The CSE Meeting: Just because it's said doesn't make it true!

5 years ago
This article was written by a member of the SheKnows Community. It has not been edited, vetted or reviewed by our editorial staff, and any opinions expressed herein are the writer’s own.

"Well...we can work on that if you'd like, but I think she'll always need someone to feed her".  Those were the words that have been echoing in my thoughts ever since they were said by a therapist at Felicity's CSE meeting last Friday.  You may think my primal reaction would have been to inflict physical harm to this person, but it wasn't.  I was too shocked to respond at all.Period...So in that moment I did not.  The fact remains that this is a possibility...However, it is also possible that one day she WILL independently feed herself.  At 6 years old I think it is unfair for ANYONE to decide her fate. Fortunately, Felicity is a fighter and so is her mother.  But, what if?...What if I wasn't? What if I sat back and trusted that the professional knows it all? What if I didn't work with disabled people for almost seven years leading up to becoming a stay at home mom?

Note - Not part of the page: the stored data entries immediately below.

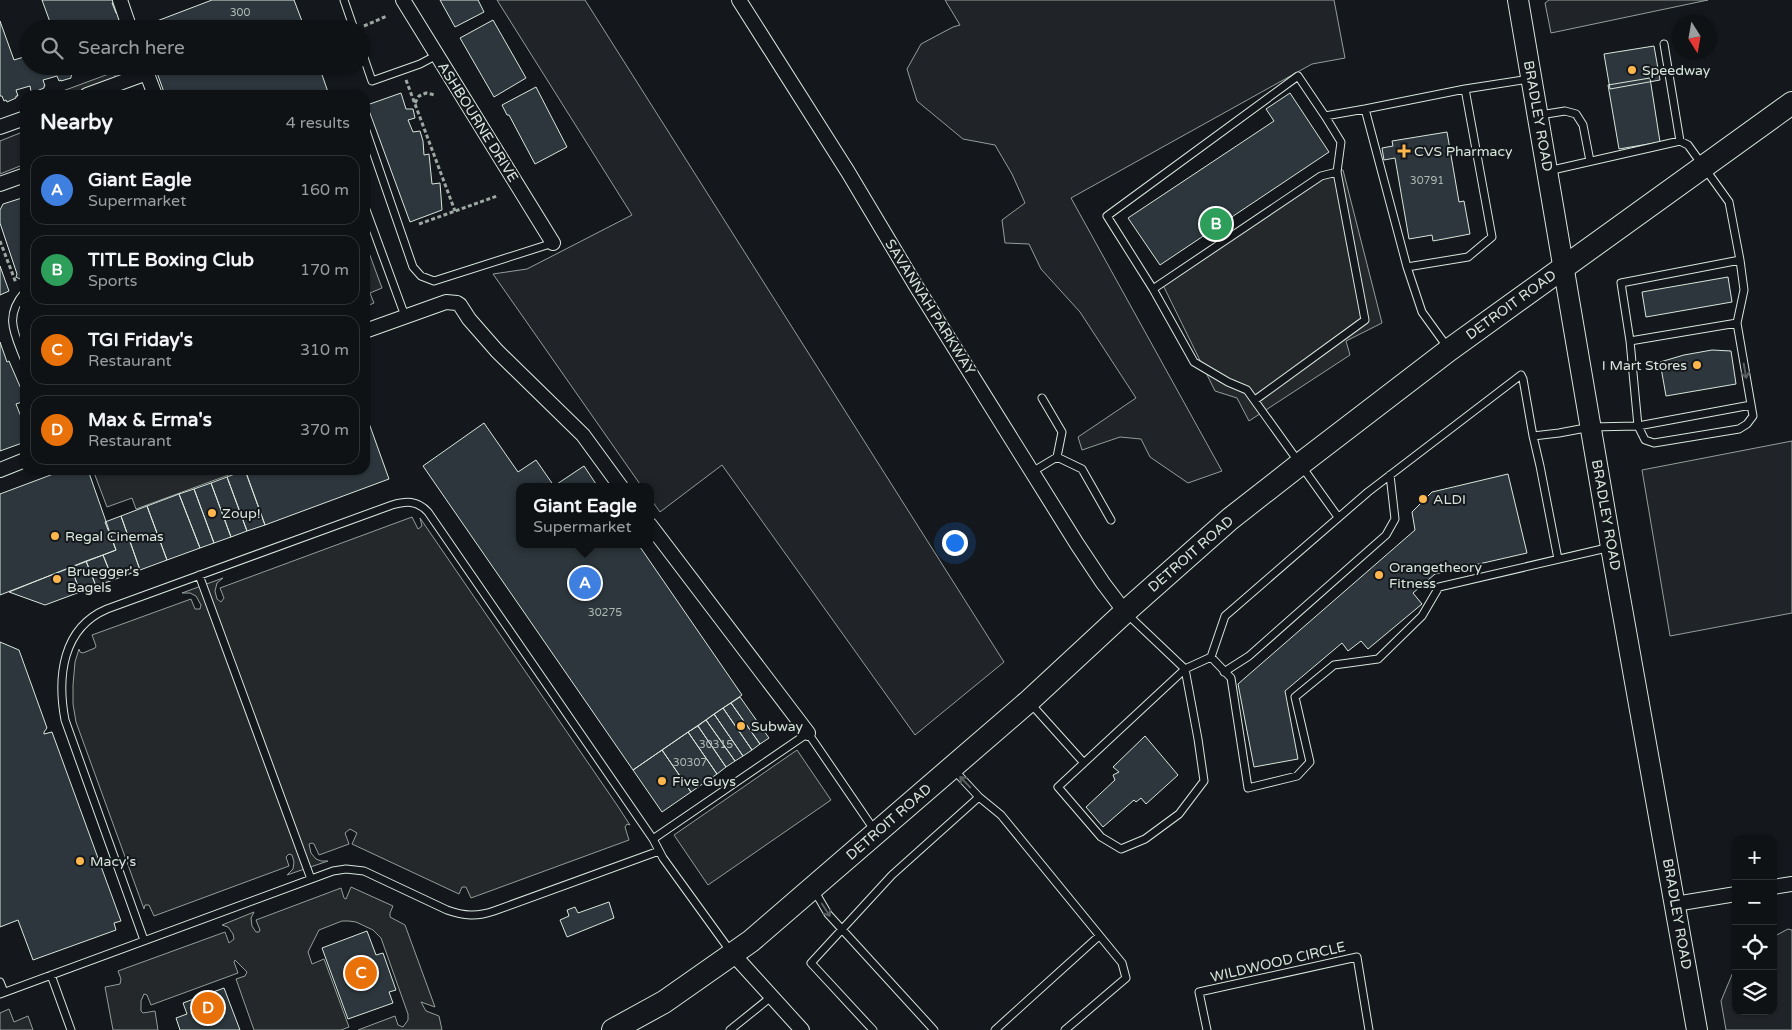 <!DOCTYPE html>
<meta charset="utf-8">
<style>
:root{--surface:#0f1215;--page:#1d2022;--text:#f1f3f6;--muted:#9b9ea0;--line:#2f3234;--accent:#ffb74d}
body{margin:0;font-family:"Varela Round",sans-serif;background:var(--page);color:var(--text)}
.controls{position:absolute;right:15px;bottom:15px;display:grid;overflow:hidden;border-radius:10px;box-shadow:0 1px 4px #0004}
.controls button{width:45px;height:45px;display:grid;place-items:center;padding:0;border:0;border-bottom:1px solid var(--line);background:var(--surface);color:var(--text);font:25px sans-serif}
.compass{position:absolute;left:1672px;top:15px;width:45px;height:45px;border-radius:50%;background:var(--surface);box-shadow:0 1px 4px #0004;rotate:169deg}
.you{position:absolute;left:954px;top:542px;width:18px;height:18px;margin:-12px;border:4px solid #fff;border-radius:50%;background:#1a73e8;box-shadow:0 0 0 8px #1a73e833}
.badge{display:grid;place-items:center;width:32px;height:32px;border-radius:50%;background:var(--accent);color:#fff;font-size:16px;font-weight:700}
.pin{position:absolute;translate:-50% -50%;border:2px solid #fff;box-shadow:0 1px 5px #0006}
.popup{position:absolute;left:516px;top:483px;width:138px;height:65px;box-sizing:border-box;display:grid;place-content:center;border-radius:10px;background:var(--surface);filter:drop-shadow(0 1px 4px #0005);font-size:16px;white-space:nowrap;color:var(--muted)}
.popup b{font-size:19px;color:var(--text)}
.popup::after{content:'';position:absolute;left:50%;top:100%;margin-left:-10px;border:10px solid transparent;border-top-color:var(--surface)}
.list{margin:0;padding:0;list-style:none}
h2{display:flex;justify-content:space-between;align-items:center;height:65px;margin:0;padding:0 20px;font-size:21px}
h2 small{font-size:16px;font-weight:400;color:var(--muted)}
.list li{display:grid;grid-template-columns:32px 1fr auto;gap:15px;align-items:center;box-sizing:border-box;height:70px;margin:0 10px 10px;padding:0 10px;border:1px solid var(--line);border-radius:15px}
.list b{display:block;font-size:19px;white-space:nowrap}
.list p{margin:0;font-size:16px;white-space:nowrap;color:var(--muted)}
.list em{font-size:16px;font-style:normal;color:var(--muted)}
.icon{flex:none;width:28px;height:28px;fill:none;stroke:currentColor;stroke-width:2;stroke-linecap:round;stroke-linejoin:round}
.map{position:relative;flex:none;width:1792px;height:1030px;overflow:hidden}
.search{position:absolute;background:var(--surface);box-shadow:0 1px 4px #0004;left:20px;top:20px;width:350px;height:55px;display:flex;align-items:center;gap:12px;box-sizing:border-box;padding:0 18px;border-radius:28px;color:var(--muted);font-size:19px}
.panel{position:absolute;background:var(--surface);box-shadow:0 1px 4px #0004;left:20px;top:90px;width:350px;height:385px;border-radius:15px}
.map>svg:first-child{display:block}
.green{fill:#202428;stroke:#939e99}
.parking{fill:#24282b;stroke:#939e99}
.building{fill:#2c363c;stroke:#d8e6dc}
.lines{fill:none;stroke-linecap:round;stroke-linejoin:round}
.lane-casing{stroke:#d8e6dc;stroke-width:9}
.street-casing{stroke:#d8e6dc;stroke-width:16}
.secondary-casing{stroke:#d8e6dc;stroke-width:22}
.primary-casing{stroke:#d8e6dc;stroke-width:24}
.path{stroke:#9da8a2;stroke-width:3;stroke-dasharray:4 2.5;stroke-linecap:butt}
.lane{stroke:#14181c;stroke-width:7}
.street{stroke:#14181c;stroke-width:14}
.secondary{stroke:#14181c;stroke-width:20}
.primary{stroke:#14181c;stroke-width:22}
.oneway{stroke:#59605f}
.poi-dot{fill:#ffb74d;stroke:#14181c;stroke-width:2}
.labels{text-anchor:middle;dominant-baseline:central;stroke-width:4;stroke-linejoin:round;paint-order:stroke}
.number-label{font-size:11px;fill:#adbab4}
.poi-label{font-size:14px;fill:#d8e6dc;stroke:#14181c;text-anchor:start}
.street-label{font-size:14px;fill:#d8e6dc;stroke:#14181c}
</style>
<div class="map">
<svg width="1792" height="1030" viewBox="0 0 1792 1030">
<rect width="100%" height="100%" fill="#14181c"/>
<path class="green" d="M497 0H585L1004 662 915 735 722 465 660 512 650 498V487H642L493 274 527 269 632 215Z
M945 0H1334L1345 58 1312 64 1071 198 1222 471 1188 483 1150 457 1141 439 1120 437 1082 450 1078 437 1136 398 1080 312 1041 269 1029 244 1005 243 1002 220 1025 203 1012 174 995 145 963 139 917 101 907 69 921 44 953 27 960 25Z
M1549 0H1708L1551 33 1545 3Z
M25 131V164L0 174V141Z
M1792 441V613L1670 636 1642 470Z
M1788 929 1792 930V1030H1726L1721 1001 1736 965V1011H1773V937Z"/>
<path class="parking" d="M114 72 116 79 71 95H52Z
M1343 170 1382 323 1346 341 1350 355 1249 421 1237 398 1215 391 1161 281 1320 173Z
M365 242 382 288 370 293 374 303 365 307Z
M93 470H242L136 509 132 498 107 507Z
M412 517 418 529 422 526 420 518 617 805 630 825 627 824 625 827 629 840 471 898 466 887H462L459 894 352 844 357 833 350 829 345 833 349 844 319 855 314 844 312 843 309 844 311 853 316 859 321 861H328L287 875 293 869 294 862 292 855 289 854 286 857 289 866 154 916 149 905H145L144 909 76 722 73 704V685L75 662 79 649 80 652 83 653 95 648 96 646 92 635 191 599 195 609H200L201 605 196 596 190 593H182L223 578 217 583 215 591 217 599 221 602 224 598 220 588Z
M797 750 831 800 708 885 674 835Z
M351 887 393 906 390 913V917L405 925 435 1007 421 1002 426 1011 439 1016 442 1030H358L395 1016 398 1025 403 1027 408 1020V1014L381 938 373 930 356 922 349 921H342L319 930 308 952 312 964 324 959 349 1027 341 1030H254L236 979 245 976 247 972 235 960 234 962 238 973 151 1005 147 995 144 994 141 1001V1011L143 1013 155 1011 158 1030H113L105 987 120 984 121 979 118 971 225 932 229 943 234 939 233 934 228 927 222 925 254 912 251 918 252 926 256 932H259L260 930 256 920 341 888 344 898 346 899Z
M9 1009 14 1022 28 1016 33 1030H0V1013Z"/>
<path class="building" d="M42 0H113L114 2 112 3 116 13H117L122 29H49L47 23 50 22Z
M212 0H294L305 29H151L149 24Z
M440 0H478L484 12 455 27Z
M493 20 526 78 494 97 460 38Z
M0 21 14 60 27 56 26 53 29 52V66H83L71 70 72 75 71 76V78L61 81V80L59 81 57 76 43 80 45 86H44V88L34 92 31 91 30 86 16 90 18 96H16V98L7 102 6 100 4 101 2 96H0Z
M1654 46 1660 80 1610 89 1604 54Z
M85 66H99V68L89 71 88 70 87 71Z
M164 66H319L329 95H165L156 70Z
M1650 78 1660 142 1619 149 1608 85Z
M536 87 567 147 535 164 509 115H507L502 105Z
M401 93 406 109H413L415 118 408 120 413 132 420 131 423 141 424 155 429 154 432 184 440 183 442 210 410 222 367 105Z
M1290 93 1329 152 1160 265 1128 218 1274 121 1266 109Z
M1447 132 1459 202 1464 201 1470 234 1433 241 1432 235 1409 239 1395 158 1384 160 1382 148 1393 146 1392 141Z
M25 197V279L22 280 16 277 17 274 0 223V210L3 204Z
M0 266 9 291 0 295Z
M1728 277 1732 302 1646 317 1642 292Z
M0 342 7 362 9 361 25 398V401L16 404 25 427V442L0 451Z
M1712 350 1731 351 1736 384 1666 396 1660 362 1684 355Z
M365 412 389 479 265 525 245 470H365Z
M484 423 518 472 536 460 554 486 584 466 598 487H520V544H638L742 695 633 770 423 466Z
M64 470H88L116 550 0 595V494Z
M245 470 265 525 247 531 227 477Z
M1508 474 1527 553 1435 574 1413 593 1422 604 1368 649 1361 641 1348 651 1342 643 1285 691 1298 759 1254 767 1238 684 1415 530 1412 512 1432 492Z
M227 477 247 531 231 537 211 483Z
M211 483 231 537 214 543 194 489Z
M194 489 214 543 200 548 179 494Z
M179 494 200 548 167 560 147 506Z
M147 506 167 560 140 570 121 516Z
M121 516 140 570 113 580 103 555 116 550 105 522Z
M103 555 113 580 96 586 86 561Z
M86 561 96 586 80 592 71 567Z
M71 567 80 592 45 605 9 592Z
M0 642 19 650 47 728 44 732V734L52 732 121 921 114 923 116 930 33 960 18 920 0 927Z
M740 697 769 738 760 744 731 703Z
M731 703 760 744 752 750 723 708Z
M723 708 752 750 743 756 714 714Z
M714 714 743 756 735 761 706 720Z
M706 720 735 761 726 767 698 726Z
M698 726 726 767 717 774 688 732Z
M688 732 717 774 691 792 662 750Z
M1145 736 1178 775 1146 804 1141 798 1136 802 1134 800 1103 827 1086 807 1115 780 1113 775 1119 772 1113 767Z
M662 750 691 792 662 812 633 770Z
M609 902 614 918 567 937 560 920 569 916 567 910 575 907 578 913Z
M367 931 376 955 383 953 396 990 389 992 393 1003 348 1019 322 948Z
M224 988 240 1030H180L176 1018 187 1014 183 1003Z"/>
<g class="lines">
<defs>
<path id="lane" d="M344 0 354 29
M1664 44 1680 141
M361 49 372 81 420 64 437 55
M1540 115 1565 111 1576 114 1583 125 1590 161
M365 128 413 267 421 276 434 281 553 243
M365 207 405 316
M1407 267 1468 257 1492 237 1465 89
M1153 289 1321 176 1337 172
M25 292C3 317 15 334 25 361
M1737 323 1753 416 1747 424 1739 429 1654 443 1645 440 1638 426 1751 405
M1630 341 1737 323 1744 290 1740 260
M1448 348 1422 312 1407 267 1365 109 1465 89 1529 79
M1042 398 1062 432 1057 457
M1255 400 1365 320 1337 172 1341 142 1325 116
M1533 436 1540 466 1558 559
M1032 472 1057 457 1082 469 1111 520
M1338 517 1247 390 1228 382 1194 362 1153 289 1107 216 1298 76 1325 116 1365 109
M199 575 311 879
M1127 614 1185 669 1058 787 1101 837 1121 849 1145 839 1179 814 1204 781 1198 739 1185 669 1211 657 1225 616 1368 492 1521 375 1523 379 1533 436 1559 433 1591 427 1638 426 1630 341 1621 283 1740 260 1729 202 1688 145 1680 141 1548 171
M1211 657 1231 678 1248 788 1297 776 1310 762 1295 697 1334 665 1378 659 1422 616 1439 587 1611 547
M1224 672 1249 656 1386 535 1395 519 1390 475
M1031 704 1084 763
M954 770 979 797
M653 839 808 733 875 831
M814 890 828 914 934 1030
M144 940 65 720C57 677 62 628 107 609L392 505C406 501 417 500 428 512L653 839 663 858 731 952
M51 975 71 1030
M0 982 4 992
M0 994 333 871 346 869 364 871 447 910C464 916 477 917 494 911L659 851
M730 1030 771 997
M873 1030 811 963 892 875 979 797 1001 815 1122 963 1126 978 1065 1030
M995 1030 1099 936
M1207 1030 1199 992 1357 957 1369 1030"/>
<path id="street" d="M120 0 130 29
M403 0 553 243
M739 0 848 172 916 286 1077 544 1103 583 1125 612
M144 66 155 95
M87 95 147 73
M0 127 25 118
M0 184 25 175
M365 331 446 302 457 303 460 305 469 319 497 351 583 435 621 487
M0 470 25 460
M650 525 808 733
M1773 887 1792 884
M1675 904 1736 894
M733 954 802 1030"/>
<path id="secondary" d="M1518 0 1611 547 1697 1030"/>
<path id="primary" d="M613 1030 664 1002 751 941 1029 701 1125 612 1230 519 1299 465 1449 350 1792 103"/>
</defs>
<use href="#lane" class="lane-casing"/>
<use href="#street" class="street-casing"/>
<use href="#secondary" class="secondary-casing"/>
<use href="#primary" class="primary-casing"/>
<path class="path" d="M364 26 387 16
M406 80 455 211
M415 103 419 96 426 93 435 95
M419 224 497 196
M0 241 16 283"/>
<use href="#lane" class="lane"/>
<use href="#street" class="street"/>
<use href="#secondary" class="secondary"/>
<use href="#primary" class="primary"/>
</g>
<defs><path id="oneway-shaft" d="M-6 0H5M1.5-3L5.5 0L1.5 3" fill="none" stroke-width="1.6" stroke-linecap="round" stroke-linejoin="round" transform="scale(1.25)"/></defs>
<g class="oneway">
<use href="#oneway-shaft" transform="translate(1745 371) rotate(80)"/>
<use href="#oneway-shaft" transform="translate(965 782) rotate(-134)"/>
<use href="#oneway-shaft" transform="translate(826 910) rotate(57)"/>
</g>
<g class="poi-dot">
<circle cx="1632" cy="70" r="5"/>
<path d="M1401.5 143.5h5v5h5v5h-5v5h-5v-5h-5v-5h5z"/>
<circle cx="1697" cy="365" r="5"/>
<circle cx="1423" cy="499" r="5"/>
<circle cx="212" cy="513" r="5"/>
<circle cx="55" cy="536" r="5"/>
<circle cx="1379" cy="575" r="5"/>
<circle cx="57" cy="579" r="5"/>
<circle cx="741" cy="726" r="5"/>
<circle cx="662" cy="781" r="5"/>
<circle cx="80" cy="861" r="5"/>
</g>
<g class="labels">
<g class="number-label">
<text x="240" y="12">300</text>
<text x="1427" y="180">30791</text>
<text x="605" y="612">30275</text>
<text x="716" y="744">30315</text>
<text x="690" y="762">30307</text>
</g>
<g class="poi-label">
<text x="1642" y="70">Speedway</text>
<text x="1414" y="151">CVS Pharmacy</text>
<text x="1687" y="365" text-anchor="end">I Mart Stores</text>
<text x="1433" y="499">ALDI</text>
<text x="222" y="513">Zoup!</text>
<text x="65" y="536">Regal Cinemas</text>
<text x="1389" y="567">Orangetheory<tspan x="1389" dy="16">Fitness</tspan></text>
<text x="67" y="571">Bruegger's<tspan x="67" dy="16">Bagels</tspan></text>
<text x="751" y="726">Subway</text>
<text x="672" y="781">Five Guys</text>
<text x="90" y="861">Macy's</text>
</g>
<g class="street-label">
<text transform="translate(1538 116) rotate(80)">BRADLEY ROAD</text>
<text transform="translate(478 122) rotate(58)">ASHBOURNE DRIVE</text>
<text transform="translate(1511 305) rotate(-36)">DETROIT ROAD</text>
<text transform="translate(930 307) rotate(58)">SAVANNAH PARKWAY</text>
<text transform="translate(1606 515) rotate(80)">BRADLEY ROAD</text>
<text transform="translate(1191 554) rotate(-41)">DETROIT ROAD</text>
<text transform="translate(889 822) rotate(-41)">DETROIT ROAD</text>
<text transform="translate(1677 914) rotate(80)">BRADLEY ROAD</text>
<text transform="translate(1278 962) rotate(-13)">WILDWOOD CIRCLE</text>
</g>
</g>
</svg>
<div class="controls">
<button>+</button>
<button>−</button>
<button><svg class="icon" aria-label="locate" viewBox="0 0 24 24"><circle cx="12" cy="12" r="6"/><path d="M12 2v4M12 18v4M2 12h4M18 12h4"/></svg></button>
<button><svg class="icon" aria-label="layers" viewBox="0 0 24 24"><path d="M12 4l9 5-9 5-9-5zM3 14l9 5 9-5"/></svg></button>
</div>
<svg class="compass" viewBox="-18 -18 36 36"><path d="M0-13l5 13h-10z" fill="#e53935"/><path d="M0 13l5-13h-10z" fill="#9b9ea0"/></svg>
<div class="you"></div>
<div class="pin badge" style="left:585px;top:583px;background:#3f7fe0">A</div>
<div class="popup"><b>Giant Eagle</b>Supermarket</div>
<div class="pin badge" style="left:1216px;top:224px;background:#2e9e5b">B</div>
<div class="pin badge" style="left:361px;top:973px;background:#e8710a">C</div>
<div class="pin badge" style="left:208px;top:1008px;background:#e8710a">D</div>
<div class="search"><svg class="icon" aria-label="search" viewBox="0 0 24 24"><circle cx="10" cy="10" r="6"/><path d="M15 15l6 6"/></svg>Search here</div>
<section class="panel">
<h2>Nearby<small>4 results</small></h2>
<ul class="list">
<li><span class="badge" style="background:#3f7fe0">A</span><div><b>Giant Eagle</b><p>Supermarket</p></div><em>160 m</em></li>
<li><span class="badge" style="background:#2e9e5b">B</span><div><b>TITLE Boxing Club</b><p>Sports</p></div><em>170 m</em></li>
<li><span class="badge" style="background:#e8710a">C</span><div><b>TGI Friday's</b><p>Restaurant</p></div><em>310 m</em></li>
<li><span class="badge" style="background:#e8710a">D</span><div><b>Max &amp; Erma's</b><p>Restaurant</p></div><em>370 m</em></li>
</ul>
</section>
</div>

What if I didn't have a large support network?  Words are powerful, especially when said by the people we are entrusting our children to.  I think it is important for educators and therapists to completely understand this.  I want to be clear...I am not suggesting anyone should lie to us, however, unless a professional is 100% certain of what a child will NEVER do or ALWAYS need...KEEP YOUR MOUTH SHUT! This is an opinion, NOT a fact!
Since last Friday, I spoke to Felicity's teacher and the offending therapist.  I expressed all of this and more.  I told them that if Felicity feels(and she will feel it) that someone doesn't believe in her...IT IS NOT OKAY!  Felicity, like most children need to know that her therapists, teachers, etc... are entirely on her team.
I have also set up an evaluation with a PT and OT at a well respected hospital that has a cerebral palsy program so that Felicity can have these services in addition to what she receives at school.
As Felicity's mother and advocate I am choosing to be a part of the solution instead of the problem.  It is not only my responsibility, but it is Felicity's right to be given a fair chance at having the most independent life possible.  I will ALWAYS have faith in her ability to progress.  My simple message to anyone who teaches, treats or cares for children with special needs is: PLEASE THINK BEFORE YOU SPEAK! WORDS ARE POWERFUL!